Zuckerberg clearly won the glib prize in this exchange.

------
feelin_googley
"Muzard warned that Zuckerberg is personally vulnerable if the "crisis of
confidence lingers on. He might find it hard to hold on if shareholders start
getting out. Things can happen very quickly. His equivalent at Uber did not
survive a series of crises, and because _Zuckerberg personifies Facebook there
is no real fall guy to take the bullet for him_."

He is therefore taking a big gamble by agreeing to testify before the US
Congress, even if Facebook has also ramped up its lobbying of politicians.

...

"He must also have the right physical posture and tone of voice.
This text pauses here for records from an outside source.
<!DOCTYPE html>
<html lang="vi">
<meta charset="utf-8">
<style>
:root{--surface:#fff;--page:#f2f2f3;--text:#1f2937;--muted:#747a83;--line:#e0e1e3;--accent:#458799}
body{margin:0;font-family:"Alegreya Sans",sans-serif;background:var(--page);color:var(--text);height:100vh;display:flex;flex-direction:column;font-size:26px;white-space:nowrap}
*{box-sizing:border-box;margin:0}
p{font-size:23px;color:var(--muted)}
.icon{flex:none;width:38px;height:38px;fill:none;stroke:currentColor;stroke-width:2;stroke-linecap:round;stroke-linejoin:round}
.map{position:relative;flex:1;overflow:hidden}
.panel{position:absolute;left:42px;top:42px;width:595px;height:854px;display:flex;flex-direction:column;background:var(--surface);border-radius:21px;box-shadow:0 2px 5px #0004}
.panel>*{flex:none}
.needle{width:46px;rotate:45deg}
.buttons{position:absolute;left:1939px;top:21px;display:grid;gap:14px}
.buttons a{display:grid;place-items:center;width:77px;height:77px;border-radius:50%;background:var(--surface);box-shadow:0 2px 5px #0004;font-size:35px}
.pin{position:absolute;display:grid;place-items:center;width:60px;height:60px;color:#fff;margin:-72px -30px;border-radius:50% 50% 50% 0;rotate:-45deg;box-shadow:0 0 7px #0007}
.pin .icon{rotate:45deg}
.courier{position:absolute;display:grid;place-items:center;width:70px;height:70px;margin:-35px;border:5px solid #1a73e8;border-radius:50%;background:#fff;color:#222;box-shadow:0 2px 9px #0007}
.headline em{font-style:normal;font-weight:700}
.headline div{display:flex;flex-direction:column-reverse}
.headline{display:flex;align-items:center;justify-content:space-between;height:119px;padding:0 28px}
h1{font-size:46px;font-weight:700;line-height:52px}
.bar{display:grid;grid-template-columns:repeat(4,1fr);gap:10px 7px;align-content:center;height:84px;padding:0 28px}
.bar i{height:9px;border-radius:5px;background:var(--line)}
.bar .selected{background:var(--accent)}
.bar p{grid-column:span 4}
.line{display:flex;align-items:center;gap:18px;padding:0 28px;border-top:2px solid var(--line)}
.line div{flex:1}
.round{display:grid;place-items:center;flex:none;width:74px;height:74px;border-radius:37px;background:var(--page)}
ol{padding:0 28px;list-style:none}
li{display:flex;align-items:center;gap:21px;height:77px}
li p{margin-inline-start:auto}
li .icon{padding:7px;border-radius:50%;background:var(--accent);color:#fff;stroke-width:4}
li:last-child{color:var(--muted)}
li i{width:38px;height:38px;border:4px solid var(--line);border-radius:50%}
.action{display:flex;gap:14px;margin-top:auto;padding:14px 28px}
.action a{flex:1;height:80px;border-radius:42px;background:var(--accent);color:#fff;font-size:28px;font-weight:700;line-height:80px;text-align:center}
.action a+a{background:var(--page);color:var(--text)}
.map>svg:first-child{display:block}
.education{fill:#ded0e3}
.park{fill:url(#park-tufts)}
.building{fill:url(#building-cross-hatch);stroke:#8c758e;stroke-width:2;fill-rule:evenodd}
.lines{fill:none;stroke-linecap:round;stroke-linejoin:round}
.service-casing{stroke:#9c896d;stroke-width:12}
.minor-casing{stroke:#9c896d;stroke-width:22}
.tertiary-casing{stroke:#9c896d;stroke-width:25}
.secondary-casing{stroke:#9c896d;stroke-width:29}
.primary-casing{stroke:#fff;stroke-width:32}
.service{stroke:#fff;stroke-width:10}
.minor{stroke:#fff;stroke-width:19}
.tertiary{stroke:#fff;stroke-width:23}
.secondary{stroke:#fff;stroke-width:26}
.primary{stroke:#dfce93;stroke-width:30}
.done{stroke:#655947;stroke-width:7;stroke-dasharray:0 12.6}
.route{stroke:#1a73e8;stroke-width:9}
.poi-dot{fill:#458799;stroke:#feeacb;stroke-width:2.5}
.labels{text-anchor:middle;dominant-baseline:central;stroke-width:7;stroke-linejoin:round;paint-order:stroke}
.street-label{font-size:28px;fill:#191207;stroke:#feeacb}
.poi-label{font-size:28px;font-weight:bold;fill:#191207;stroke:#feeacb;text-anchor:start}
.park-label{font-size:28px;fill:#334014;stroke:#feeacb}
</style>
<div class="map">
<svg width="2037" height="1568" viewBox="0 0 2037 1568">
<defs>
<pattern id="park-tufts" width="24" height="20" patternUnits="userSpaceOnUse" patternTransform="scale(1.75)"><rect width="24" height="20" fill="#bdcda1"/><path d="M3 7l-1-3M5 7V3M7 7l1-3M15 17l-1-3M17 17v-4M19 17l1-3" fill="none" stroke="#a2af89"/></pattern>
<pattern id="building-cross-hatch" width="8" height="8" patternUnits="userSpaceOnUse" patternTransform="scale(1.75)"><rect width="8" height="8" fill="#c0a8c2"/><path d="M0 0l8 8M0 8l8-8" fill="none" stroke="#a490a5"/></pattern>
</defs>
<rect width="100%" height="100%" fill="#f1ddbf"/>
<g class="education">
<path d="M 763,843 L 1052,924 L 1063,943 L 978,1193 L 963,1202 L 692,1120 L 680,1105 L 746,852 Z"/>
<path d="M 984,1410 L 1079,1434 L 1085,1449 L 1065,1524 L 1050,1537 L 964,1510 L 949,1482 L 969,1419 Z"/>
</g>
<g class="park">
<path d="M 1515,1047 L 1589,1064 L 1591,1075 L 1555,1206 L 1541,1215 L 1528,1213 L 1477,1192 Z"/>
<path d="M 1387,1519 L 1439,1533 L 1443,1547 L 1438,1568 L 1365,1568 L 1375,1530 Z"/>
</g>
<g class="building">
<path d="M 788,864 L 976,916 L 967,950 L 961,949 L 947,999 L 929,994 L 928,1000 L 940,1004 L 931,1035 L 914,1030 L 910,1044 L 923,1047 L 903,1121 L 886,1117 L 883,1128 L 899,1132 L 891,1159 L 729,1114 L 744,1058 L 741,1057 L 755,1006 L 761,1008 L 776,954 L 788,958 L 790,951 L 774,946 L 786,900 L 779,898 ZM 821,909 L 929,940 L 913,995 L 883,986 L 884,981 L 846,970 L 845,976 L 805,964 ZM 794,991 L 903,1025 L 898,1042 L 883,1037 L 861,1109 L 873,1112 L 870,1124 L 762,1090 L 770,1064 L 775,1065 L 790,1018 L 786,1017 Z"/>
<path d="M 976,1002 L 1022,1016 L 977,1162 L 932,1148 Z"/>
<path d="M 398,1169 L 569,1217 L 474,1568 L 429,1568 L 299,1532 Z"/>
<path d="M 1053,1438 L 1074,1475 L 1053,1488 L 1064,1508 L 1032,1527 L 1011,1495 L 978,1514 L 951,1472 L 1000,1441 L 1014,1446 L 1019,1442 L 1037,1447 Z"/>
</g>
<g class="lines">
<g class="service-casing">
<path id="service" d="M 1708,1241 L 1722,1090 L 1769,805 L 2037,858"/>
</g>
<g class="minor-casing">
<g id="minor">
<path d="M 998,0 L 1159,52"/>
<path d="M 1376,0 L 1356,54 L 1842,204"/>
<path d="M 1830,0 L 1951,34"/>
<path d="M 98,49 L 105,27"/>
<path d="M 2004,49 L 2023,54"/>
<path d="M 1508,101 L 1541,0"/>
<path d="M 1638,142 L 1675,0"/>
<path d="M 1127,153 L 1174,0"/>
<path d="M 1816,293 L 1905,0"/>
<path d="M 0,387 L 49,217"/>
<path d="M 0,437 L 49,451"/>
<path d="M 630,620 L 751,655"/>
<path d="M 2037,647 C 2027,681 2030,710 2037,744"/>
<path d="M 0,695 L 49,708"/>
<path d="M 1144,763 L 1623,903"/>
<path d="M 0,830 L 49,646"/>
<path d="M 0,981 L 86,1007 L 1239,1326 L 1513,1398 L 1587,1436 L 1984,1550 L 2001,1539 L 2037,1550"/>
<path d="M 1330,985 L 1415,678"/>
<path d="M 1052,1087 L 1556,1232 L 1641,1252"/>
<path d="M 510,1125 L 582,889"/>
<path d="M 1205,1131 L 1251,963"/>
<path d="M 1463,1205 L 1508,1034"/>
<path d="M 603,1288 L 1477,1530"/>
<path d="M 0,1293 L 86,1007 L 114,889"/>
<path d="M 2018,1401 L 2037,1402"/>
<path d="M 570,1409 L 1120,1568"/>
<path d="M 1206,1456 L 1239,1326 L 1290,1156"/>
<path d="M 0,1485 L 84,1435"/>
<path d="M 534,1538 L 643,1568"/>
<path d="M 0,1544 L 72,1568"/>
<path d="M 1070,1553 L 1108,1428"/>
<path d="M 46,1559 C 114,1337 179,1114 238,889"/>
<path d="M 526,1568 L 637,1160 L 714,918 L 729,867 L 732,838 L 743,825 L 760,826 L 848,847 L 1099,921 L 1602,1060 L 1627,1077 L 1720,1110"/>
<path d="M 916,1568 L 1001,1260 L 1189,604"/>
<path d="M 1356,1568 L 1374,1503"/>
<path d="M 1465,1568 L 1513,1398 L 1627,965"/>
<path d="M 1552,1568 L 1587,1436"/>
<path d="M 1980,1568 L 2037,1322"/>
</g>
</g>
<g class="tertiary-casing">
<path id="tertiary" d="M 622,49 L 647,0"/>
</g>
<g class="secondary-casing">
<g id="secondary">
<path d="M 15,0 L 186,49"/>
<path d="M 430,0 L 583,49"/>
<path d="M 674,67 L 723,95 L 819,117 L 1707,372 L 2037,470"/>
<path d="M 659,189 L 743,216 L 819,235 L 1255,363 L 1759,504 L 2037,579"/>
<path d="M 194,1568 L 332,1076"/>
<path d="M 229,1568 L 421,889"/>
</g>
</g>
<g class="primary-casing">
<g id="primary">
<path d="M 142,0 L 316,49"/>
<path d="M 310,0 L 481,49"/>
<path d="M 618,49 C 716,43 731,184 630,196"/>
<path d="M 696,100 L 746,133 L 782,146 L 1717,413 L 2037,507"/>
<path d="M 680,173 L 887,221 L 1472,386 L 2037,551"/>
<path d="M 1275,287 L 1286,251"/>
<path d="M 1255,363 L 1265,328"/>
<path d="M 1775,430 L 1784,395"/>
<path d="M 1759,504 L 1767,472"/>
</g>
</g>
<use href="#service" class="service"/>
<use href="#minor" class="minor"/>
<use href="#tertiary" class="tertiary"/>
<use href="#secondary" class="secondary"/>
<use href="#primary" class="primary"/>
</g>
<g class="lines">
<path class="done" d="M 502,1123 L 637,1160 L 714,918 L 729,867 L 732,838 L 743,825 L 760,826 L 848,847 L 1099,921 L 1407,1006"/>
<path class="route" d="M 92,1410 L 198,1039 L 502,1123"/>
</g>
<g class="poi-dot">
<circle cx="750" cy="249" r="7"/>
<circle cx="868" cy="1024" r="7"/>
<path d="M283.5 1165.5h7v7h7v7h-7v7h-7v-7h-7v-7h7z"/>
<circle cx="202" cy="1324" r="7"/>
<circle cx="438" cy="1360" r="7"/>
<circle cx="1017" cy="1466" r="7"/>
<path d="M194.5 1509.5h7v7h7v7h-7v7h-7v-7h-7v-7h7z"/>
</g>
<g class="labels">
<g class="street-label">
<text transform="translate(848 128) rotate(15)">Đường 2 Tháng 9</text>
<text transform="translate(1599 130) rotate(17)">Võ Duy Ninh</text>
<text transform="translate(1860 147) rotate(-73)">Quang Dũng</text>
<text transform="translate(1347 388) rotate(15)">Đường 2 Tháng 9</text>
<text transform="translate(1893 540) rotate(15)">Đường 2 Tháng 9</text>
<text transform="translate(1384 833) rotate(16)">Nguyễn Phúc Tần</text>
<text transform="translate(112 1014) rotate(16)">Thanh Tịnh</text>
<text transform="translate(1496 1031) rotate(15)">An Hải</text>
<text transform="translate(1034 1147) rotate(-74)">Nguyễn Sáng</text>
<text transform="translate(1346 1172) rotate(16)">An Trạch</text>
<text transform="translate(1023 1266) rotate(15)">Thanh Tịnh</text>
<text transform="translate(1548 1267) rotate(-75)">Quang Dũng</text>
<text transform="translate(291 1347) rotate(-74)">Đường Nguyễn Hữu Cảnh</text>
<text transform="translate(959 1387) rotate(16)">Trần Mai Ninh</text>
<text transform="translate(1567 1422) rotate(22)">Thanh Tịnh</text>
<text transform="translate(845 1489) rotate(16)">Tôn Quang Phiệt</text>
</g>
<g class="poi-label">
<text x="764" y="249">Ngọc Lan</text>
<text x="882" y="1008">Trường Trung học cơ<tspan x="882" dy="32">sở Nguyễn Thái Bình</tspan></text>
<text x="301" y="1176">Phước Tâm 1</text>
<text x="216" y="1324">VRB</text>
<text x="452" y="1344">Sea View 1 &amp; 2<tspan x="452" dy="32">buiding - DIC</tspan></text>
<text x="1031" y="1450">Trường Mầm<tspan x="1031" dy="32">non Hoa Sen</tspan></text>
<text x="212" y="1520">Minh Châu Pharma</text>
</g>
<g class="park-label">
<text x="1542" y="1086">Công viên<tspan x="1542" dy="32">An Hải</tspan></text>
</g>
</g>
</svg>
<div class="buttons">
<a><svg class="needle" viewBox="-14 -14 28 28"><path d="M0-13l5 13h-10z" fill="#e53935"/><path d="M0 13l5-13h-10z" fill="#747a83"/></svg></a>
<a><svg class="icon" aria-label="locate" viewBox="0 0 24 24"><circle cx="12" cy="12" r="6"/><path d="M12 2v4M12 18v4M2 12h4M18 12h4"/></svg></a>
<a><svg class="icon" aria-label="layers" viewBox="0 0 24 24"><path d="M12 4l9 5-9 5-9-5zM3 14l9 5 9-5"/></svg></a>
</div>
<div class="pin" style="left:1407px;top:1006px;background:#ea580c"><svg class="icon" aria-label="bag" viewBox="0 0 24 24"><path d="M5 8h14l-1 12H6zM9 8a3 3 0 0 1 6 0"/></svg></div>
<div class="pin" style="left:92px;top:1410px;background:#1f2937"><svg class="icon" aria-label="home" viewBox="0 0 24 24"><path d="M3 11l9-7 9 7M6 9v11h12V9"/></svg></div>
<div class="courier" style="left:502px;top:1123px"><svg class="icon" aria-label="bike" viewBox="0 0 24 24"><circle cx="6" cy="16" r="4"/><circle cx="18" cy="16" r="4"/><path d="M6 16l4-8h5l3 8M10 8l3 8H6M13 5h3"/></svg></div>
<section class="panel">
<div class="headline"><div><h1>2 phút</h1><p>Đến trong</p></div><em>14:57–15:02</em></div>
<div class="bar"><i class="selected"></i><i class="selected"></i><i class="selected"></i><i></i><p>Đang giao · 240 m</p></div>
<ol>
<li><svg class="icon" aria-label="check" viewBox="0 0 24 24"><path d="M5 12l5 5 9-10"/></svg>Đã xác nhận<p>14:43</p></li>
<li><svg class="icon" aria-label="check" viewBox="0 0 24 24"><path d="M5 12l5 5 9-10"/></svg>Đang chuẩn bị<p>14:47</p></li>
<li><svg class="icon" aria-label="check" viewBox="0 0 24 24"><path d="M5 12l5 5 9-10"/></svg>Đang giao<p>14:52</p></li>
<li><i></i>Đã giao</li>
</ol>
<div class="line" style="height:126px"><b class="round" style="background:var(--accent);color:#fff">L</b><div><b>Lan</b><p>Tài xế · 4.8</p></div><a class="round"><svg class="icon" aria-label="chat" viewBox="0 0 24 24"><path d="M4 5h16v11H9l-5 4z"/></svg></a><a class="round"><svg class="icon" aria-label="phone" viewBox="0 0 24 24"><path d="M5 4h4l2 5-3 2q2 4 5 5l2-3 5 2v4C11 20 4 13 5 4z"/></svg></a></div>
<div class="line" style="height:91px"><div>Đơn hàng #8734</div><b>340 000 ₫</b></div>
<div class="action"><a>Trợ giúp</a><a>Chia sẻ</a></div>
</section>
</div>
Even with the
best preparation, it will be a physically and emotionally exhausting," he
predicted."

Source:

[https://www.fin24.com/Tech/Companies/facebook-gets-thumbs-
do...](https://www.fin24.com/Tech/Companies/facebook-gets-thumbs-down-for-
handling-of-data-scandal-20180401)

------
natecavanaugh
Personally, I think it's unwise to bet against Zuckerberg, and here's why I
think so. He has struggled with the Peter Principle, and IMHO beat it, which I
gotta say is not an easy feat. But he also bet big on things most wouldn't.

FB has gone though crazy struggles before, but if my understanding of both PG
and YC is correct, you bet on the people, not the product. I have a feeling
that if FB Inc has to reinvent itself, it will manage to do so.